**What the task requires**
Whenever the word "name" turns up in a line of the data below, copy that line.

Stored items
........
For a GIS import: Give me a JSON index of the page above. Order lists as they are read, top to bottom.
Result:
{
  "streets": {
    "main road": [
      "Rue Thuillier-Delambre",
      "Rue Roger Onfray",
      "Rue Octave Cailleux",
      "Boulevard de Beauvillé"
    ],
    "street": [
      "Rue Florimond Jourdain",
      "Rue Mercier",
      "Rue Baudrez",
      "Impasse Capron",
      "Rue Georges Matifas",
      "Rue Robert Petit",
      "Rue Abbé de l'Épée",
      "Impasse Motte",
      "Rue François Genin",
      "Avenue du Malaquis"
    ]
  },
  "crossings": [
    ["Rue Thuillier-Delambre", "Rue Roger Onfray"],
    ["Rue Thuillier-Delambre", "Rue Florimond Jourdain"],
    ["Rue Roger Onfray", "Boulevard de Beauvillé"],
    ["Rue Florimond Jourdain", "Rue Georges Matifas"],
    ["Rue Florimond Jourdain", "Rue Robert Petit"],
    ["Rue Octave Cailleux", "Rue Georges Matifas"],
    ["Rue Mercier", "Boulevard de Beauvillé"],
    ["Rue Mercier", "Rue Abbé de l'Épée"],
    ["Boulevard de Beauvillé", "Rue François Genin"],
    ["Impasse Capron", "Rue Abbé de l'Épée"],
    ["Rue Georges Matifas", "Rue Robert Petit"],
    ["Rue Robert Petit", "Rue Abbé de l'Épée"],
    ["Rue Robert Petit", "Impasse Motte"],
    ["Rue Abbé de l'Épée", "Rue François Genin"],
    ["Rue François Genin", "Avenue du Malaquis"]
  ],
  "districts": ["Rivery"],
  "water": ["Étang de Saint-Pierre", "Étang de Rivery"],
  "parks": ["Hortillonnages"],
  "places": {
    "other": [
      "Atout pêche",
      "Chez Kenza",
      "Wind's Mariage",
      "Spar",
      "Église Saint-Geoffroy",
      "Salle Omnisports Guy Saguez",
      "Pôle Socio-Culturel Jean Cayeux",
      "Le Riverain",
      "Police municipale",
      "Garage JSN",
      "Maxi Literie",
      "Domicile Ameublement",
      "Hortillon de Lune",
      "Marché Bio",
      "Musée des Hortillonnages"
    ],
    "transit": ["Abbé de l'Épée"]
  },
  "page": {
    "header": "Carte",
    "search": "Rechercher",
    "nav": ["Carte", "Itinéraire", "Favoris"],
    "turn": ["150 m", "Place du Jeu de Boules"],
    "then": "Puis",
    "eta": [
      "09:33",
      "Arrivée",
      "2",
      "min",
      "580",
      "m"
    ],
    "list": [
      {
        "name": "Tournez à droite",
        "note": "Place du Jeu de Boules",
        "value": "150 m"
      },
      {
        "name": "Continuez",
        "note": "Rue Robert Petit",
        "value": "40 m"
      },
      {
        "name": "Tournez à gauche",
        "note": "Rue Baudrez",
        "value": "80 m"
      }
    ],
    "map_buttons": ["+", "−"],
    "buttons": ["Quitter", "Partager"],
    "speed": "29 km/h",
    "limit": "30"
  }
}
........
**Answer to the problem**
        "name": "Tournez à droite",
        "name": "Continuez",
        "name": "Tournez à gauche",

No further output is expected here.